Posted By Cruise Market Watch ~ 29th November 2009
Cruise Market Watch releases 2010 cruise industry market statistics based on current economic conditions and anticipated new ship builds.
Among the 2010 highlights:
- Total worldwide cruise passenger capacity will increase 6.9% over 2009.
- Annualized total passengers carried worldwide in 2010 are estimated at 18.4 million.
- The total worldwide cruise market is estimated at $26.8 billion, a 7.4% increase from 2009.
The majority of the increases are attributed to cruise lines significantly increasing passenger capacity with the addition of new ships. Additionally, pricing pressures to fill them in 2010 will be mitigated due to improved consumer confidence. Ticket prices and onboard spending are expected to improve modestly compared to 2009, although they will still remain below 2008 levels. Average cruise revenue per passenger (APCD) for 2010 for all cruise lines worldwide is projected to be $207.68, with $156.80 ticket price and $50.88 onboard spending.
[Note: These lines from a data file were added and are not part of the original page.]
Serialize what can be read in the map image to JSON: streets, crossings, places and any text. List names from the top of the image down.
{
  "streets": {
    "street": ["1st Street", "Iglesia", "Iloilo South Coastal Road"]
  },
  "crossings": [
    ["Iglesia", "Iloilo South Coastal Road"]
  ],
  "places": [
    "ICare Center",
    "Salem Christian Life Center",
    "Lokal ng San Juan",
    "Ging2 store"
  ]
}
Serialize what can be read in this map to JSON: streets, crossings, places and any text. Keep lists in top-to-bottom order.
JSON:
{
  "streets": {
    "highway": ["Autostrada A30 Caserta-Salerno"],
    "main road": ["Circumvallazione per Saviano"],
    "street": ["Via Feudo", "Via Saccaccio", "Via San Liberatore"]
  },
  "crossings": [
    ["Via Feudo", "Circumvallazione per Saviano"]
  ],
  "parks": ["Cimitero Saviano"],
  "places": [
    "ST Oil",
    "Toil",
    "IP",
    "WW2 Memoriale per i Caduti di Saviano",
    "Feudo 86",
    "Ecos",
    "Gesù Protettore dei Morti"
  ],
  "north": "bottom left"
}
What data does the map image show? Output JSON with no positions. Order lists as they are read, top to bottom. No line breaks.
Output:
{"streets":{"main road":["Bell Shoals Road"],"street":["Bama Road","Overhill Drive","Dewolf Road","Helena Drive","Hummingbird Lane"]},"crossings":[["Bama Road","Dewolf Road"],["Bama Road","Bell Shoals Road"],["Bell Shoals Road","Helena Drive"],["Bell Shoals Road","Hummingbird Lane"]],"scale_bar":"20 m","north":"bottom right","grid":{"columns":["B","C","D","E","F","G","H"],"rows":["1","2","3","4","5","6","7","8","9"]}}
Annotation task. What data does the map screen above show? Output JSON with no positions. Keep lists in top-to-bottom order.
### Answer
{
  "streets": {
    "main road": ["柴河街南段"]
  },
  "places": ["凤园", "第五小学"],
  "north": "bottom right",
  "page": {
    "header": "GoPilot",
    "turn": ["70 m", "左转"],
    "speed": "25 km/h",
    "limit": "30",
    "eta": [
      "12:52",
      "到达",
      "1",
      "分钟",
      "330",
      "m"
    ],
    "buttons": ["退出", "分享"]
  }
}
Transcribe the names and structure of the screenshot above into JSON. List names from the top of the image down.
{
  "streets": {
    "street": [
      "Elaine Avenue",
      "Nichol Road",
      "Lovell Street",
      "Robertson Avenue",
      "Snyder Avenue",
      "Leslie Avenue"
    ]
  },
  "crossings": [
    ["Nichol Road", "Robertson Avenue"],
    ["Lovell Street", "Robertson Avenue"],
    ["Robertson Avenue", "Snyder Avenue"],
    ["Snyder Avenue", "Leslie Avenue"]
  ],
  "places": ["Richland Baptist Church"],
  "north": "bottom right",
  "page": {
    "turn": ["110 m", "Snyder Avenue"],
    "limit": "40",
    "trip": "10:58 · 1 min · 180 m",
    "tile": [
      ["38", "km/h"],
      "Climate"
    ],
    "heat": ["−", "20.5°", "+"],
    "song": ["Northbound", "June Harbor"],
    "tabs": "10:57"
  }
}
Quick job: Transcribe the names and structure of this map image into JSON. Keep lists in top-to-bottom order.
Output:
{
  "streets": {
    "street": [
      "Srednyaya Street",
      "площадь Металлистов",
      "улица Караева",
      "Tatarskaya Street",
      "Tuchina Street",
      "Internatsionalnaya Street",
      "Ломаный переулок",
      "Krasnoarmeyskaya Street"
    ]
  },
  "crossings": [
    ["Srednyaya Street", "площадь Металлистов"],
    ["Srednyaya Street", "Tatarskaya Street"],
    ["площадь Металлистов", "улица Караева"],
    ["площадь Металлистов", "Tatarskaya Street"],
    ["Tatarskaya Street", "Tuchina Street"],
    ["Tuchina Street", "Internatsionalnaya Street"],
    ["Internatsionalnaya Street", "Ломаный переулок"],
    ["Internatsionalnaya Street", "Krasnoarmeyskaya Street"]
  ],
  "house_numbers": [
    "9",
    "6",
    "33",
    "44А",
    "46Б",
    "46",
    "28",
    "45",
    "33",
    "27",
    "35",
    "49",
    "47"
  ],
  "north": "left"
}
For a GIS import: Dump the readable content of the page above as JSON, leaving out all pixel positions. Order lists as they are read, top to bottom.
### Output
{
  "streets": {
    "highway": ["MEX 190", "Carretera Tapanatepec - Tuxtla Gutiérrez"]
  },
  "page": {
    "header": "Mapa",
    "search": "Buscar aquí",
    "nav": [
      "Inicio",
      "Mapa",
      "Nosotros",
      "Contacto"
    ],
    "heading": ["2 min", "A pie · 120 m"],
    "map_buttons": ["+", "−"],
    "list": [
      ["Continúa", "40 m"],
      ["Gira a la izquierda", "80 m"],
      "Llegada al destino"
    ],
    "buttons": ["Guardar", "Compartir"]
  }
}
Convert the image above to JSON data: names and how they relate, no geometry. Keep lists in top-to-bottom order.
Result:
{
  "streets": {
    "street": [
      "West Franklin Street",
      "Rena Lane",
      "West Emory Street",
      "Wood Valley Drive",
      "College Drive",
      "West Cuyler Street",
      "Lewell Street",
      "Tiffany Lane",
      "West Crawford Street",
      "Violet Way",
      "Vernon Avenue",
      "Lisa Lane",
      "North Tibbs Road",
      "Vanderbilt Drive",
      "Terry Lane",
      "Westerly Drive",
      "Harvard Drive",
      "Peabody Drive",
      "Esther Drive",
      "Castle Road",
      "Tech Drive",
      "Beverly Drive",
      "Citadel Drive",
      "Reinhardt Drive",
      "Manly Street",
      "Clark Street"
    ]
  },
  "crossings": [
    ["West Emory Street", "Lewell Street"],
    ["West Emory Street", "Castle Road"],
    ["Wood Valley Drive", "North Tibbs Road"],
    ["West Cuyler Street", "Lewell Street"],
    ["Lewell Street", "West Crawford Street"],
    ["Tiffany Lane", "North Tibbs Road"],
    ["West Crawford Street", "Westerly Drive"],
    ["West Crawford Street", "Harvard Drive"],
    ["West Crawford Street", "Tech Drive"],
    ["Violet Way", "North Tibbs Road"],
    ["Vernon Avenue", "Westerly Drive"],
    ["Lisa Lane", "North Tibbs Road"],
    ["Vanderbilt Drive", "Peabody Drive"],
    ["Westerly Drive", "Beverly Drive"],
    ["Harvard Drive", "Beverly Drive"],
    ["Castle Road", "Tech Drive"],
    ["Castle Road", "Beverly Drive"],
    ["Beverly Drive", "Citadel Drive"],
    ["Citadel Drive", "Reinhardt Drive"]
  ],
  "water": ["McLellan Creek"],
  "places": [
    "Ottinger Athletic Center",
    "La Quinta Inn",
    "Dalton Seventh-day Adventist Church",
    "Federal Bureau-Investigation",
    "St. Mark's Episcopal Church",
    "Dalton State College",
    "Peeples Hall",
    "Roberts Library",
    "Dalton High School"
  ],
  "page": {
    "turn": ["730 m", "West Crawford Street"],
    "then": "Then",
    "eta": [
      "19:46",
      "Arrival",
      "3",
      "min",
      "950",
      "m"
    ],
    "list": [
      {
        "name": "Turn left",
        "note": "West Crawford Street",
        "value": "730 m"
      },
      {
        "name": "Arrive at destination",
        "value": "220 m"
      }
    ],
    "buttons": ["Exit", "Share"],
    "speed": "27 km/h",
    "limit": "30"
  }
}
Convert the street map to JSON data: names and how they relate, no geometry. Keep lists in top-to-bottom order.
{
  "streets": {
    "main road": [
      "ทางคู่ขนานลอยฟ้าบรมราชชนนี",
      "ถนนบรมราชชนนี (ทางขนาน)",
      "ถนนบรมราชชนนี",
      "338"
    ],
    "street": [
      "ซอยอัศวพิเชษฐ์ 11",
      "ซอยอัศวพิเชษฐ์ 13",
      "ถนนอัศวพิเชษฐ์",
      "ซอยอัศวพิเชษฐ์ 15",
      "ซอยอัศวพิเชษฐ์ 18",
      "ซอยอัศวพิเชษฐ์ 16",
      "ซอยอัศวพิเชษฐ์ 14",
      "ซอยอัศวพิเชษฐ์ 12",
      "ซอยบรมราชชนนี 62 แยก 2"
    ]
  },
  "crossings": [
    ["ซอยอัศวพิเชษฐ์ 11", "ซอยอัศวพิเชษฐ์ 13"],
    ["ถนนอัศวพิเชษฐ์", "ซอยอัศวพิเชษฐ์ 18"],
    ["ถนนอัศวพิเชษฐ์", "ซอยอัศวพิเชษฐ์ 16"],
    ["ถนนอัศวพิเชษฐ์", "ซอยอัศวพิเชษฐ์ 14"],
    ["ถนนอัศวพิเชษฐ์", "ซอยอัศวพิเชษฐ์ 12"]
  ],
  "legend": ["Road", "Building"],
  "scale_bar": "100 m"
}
In addition, growth of international passengers will outpace North American cruise passenger growth on a percentage basis, and a weakening U.S. dollar will strengthen overseas earnings.
The combination of an attractive vacation value and marketing buzz surrounding new ship designs will provide opportunity to introduce new cruisers to the cruising experience. This will stimulate market growth for the industry through 2013. The end of 2013 projects passengers carried to reach 21.3 million, a 15.7% increase from 2010.
With cruise line stocks Carnival Corp (NYSE: CCL) and Royal Caribbean (NYSE: RCL) trading over 50% and 150% above their price 52-weeks ago (and even further above March 2009 lows) most of these positives are already baked into current share prices although events are still bullish long term for the industry. All the cruise ships in the entire world filled at capacity all year long still only amount to less than ½ of the total number of visitors to Las Vegas – that single city in the desert. The flexibility to move the ships to match demand and where the best yields can be achieved is a distinct advantage.